Le Chant du brasier, chapitre 2

Faux départ

Loup-fauve ouvre la marche. La louve brune à ses côtés. Tous les suivent de confiance. Les deux-pieds sont fatigués. Le plus fatigué de tous est Nam. Épuisé par sa course victorieuse de la veille. Ce dernier ne pourra poursuivre très longtemps son effort. Quoique le deux-pieds ne dise rien, et garde les dents serrées, le loup sait. Les autres deux-pieds devinent peut-être, mais ils ne savent pas. Les deux-pieds ne peuvent savoir que ce qu’ils éprouvent. Mais les loups savent au-delà de ce qu’ils éprouvent. L’épuisement de Nam, le loup le ressent comme s’il était dans le corps de Nam.

Et dans le corps des autres. Celui d’Arua juste derrière lui ; et la Voix qui va si brave, comme elle va toujours. La Voix que les deux-pieds appellent Sauvagine. Puis les autres Donzes, qui sont venus combattre. Les blessés sont à la peine ; mais ils suivent.

Et derrière eux tous, Xha. Plus encore que Nam, Xha inquiète Loup-fauve. Loup-fauve ne le sait que trop, ce n’est qu’en apparence que Xha court avec eux. Son cœur est resté dans la cité. Auprès de Deng, son père, prisonnier de leurs pires ennemis. Deng, le loup le sait, le nom que donnent les deux-pieds à son ami Tenace. Lourd est cœur de Xha, ses jambes l’éloignent de Deng, comme malgré lui. Tôt ou tard, Loup-fauve le sait, les jambes de Xha obéiront à son cœur. Les autres deux-pieds ne pourront pas le retenir.

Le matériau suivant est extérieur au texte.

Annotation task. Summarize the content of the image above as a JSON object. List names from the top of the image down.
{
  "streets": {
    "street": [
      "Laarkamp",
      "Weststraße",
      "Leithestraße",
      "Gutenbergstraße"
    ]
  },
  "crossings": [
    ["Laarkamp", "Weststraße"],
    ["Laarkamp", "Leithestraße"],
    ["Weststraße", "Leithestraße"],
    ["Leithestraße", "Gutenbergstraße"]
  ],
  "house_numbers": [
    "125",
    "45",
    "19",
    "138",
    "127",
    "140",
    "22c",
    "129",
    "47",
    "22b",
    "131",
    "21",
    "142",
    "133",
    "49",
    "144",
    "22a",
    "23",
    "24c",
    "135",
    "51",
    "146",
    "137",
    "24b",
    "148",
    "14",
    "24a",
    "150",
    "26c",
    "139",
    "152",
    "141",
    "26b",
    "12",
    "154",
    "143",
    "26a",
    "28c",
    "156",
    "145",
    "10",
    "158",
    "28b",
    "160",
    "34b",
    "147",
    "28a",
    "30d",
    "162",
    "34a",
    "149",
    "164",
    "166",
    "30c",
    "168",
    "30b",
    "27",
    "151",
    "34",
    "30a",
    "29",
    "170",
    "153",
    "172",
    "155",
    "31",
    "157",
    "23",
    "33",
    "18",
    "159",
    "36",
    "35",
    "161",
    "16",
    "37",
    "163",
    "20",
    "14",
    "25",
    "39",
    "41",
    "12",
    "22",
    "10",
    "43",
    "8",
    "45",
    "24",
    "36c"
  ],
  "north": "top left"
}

Malgré lui, et malgré la course, un grondement sourd s’échappe de la poitrine de l’animal. Ce dernier voudrait s’asseoir et pousser vers le ciel le long cri des loups qui sentent passer la mort. Deng, le père de la Voix, de Xha, et d’Arua, et frère cadet de Nam, Deng retenu prisonnier dans la cité maudite, a-t-il déjà rejoint le pays des ombres ? Le loup ne le sait pas avec certitude, mais ce dont il ne doute pas, c’est que son ami est désormais engagé sur le chemin qui n’a pas de retour.

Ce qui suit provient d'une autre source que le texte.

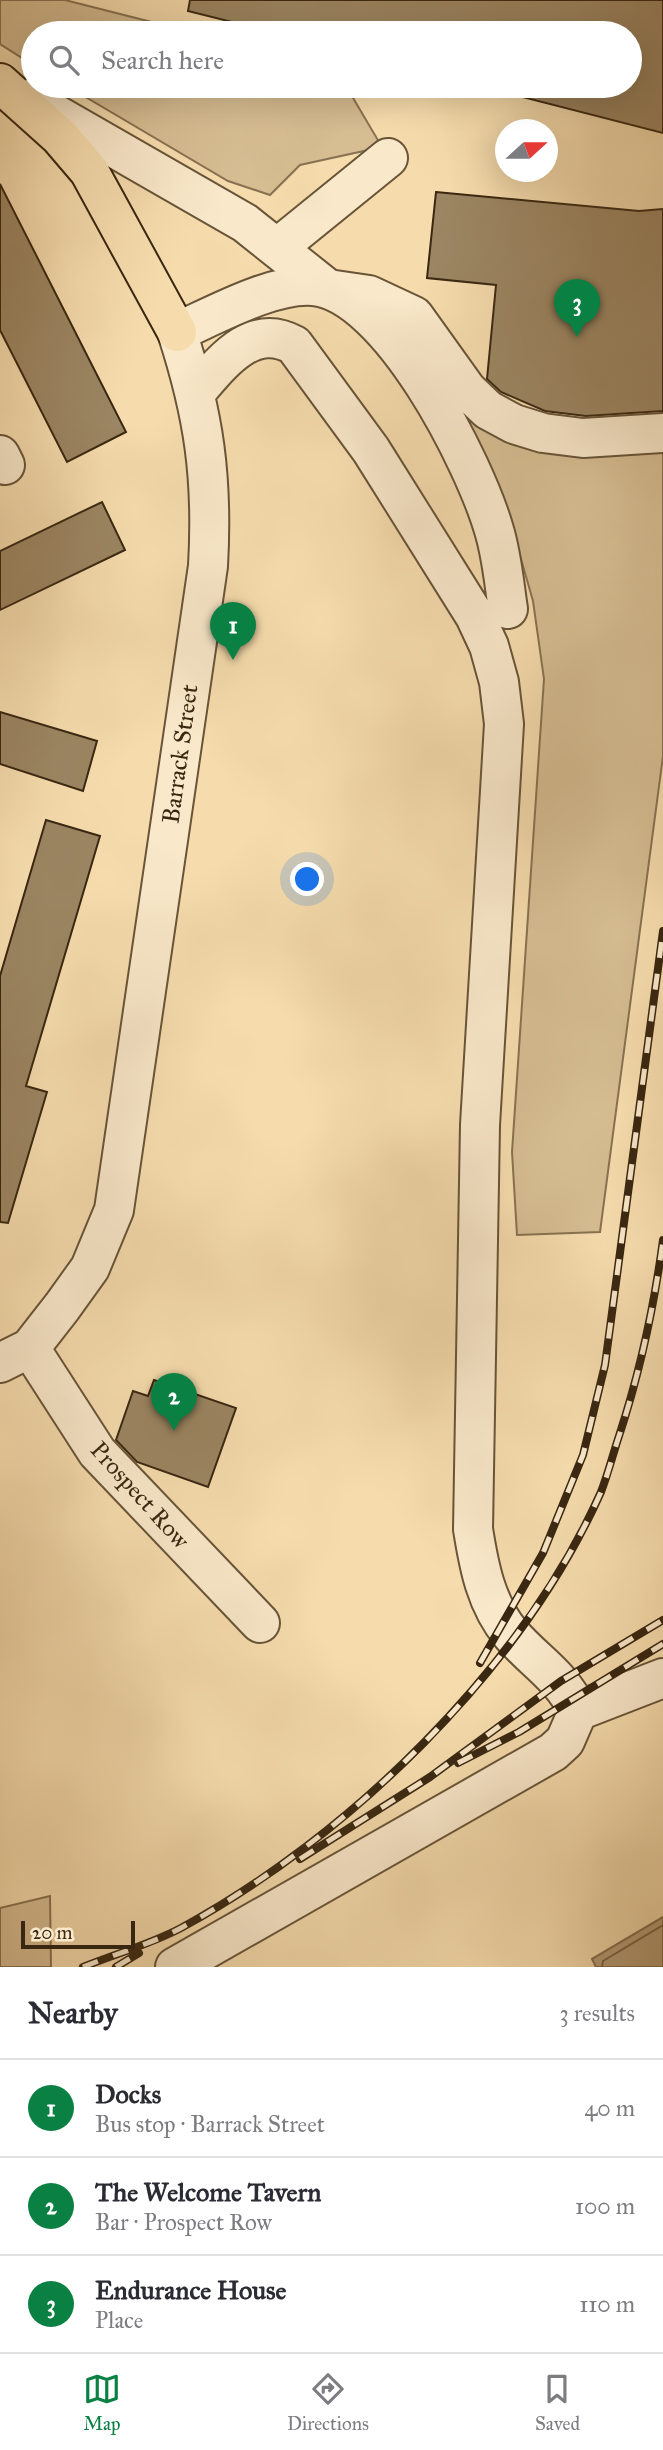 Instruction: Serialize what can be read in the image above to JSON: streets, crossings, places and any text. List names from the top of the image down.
{
  "streets": {
    "main road": ["Barrack Street"],
    "street": ["Prospect Row"]
  },
  "crossings": [
    ["Barrack Street", "Prospect Row"]
  ],
  "scale_bar": "20 m",
  "north": "right",
  "page": {
    "search": "Search here",
    "pins": ["3", "1", "2"],
    "scale": "20 m",
    "heading": ["Nearby", "3 results"],
    "list": [
      {
        "mark": "1",
        "name": "Docks",
        "note": "Bus stop · Barrack Street",
        "value": "40 m"
      },
      {
        "mark": "2",
        "name": "The Welcome Tavern",
        "note": "Bar · Prospect Row",
        "value": "100 m"
      },
      {
        "mark": "3",
        "name": "Endurance House",
        "note": "Place",
        "value": "110 m"
      }
    ],
    "nav": ["Map", "Directions", "Saved"]
  }
} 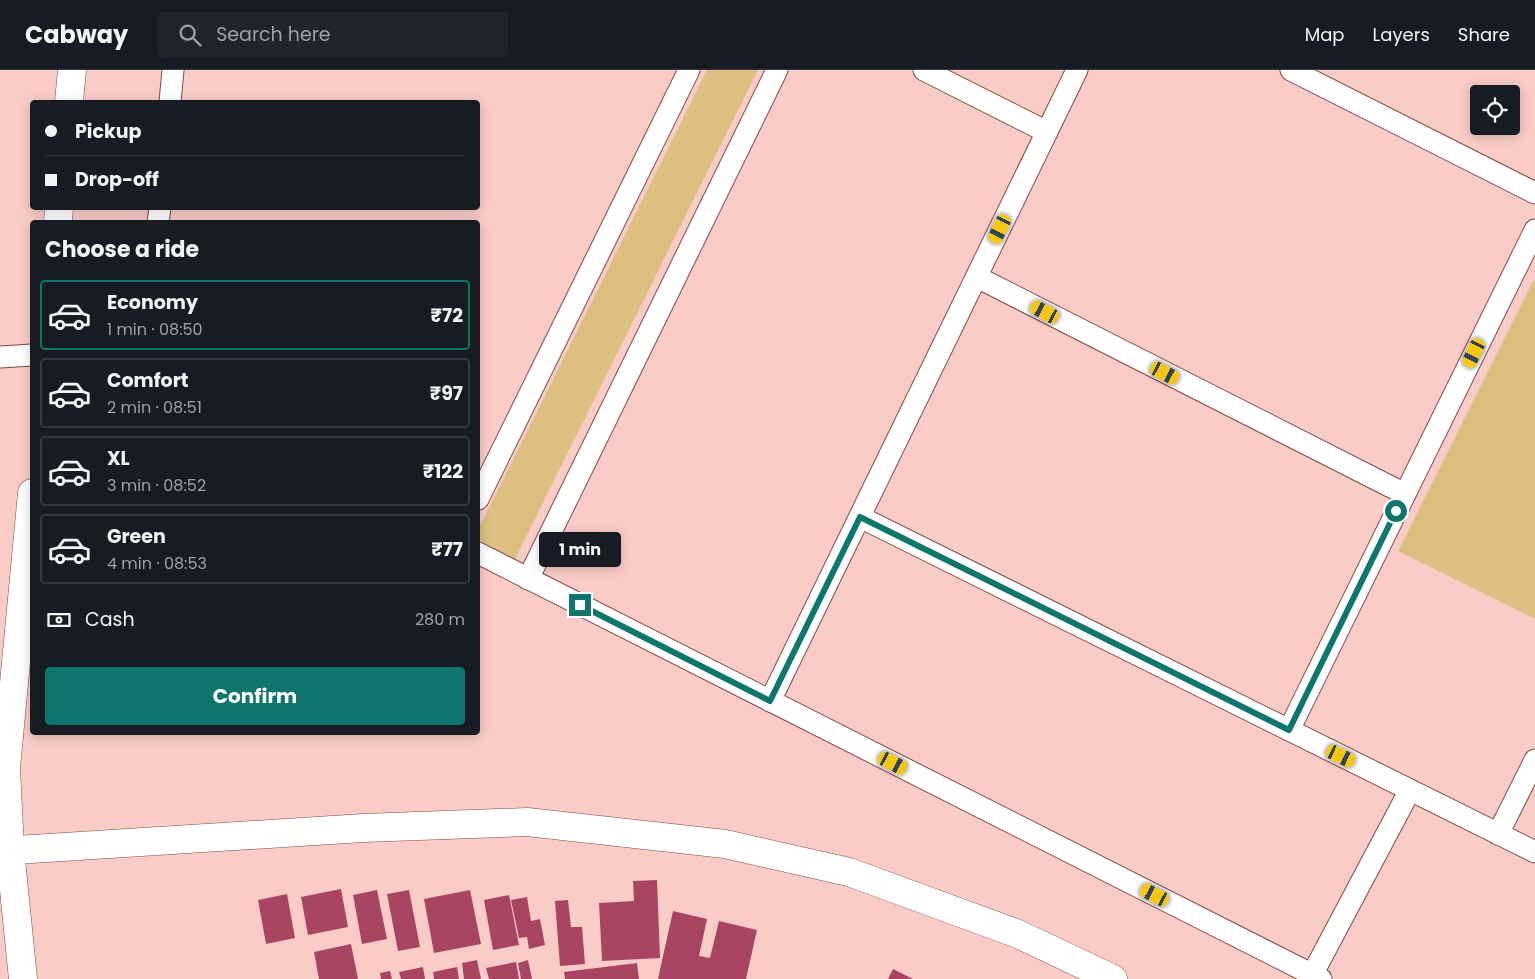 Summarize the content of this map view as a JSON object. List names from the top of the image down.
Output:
{
  "page": {
    "header": "Cabway",
    "search": "Search here",
    "nav": ["Map", "Layers", "Share"],
    "banner": ["Pickup", "Drop-off"],
    "heading": "Choose a ride",
    "list": [
      {
        "name": "Economy",
        "note": "1 min · 08:50",
        "value": "₹72"
      },
      {
        "name": "Comfort",
        "note": "2 min · 08:51",
        "value": "₹97"
      },
      {
        "name": "XL",
        "note": "3 min · 08:52",
        "value": "₹122"
      },
      {
        "name": "Green",
        "note": "4 min · 08:53",
        "value": "₹77"
      }
    ],
    "bubble": "1 min",
    "pay": ["Cash", "280 m"],
    "buttons": "Confirm"
  }
}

Et Xha ne doit pas rebrousser chemin : les deux-pieds sont à peu près sourds, et ils n’ont pas d’odorat. Aucun d’eux ne sait qu’on marche sur leurs traces, depuis de longs instants déjà. Qui ? À de multiples détails, le loup ne nourrit aucun doute à ce sujet. C’est une troupe de la cité qu’ils fuient. Il ne peut donc s’agir que d’ennemis. Cette troupe ne les rattrape pas, elle va même un peu moins vite qu’eux ; et bientôt, la nuit va la contraindre à s’arrêter : les deux-pieds sont incapables de suivre une trace dans l’obscurité. Voilà pourquoi les poursuivants n’inquiètent pas le loup ; ils ne l’inquiètent pas aussi longtemps que Xha résiste à sa tentation de faire demi-tour.

Si Xha revient sur ses pas, Loup-fauve l’accompagnera. Ils surprendront l’ennemi. L’homme, de sa branche de mort et le loup de sa gueule, ils tueront encore quelques-uns d’entre eux. Le plus qu’ils pourront. Et puis, ils seront submergés. Mais ils se seront battus. L’idée du combat hérisse le poil de l’animal, et le sang deux-pieds, qu’il a tant goûté dans la journée, lui enflamme la gorge. Si c’est mourir que veut Xha, sans un soupçon d’hésitation, Loup-fauve ira mourir avec lui. Mais est-ce vraiment cela que veut Xha ? Non, Xha est prêt pour la mort, mais ce n’est pas elle qu’il veut retourner chercher, et ce que Xha veut faire, le loup le sait, mais il en mesure toute l’impossibilité.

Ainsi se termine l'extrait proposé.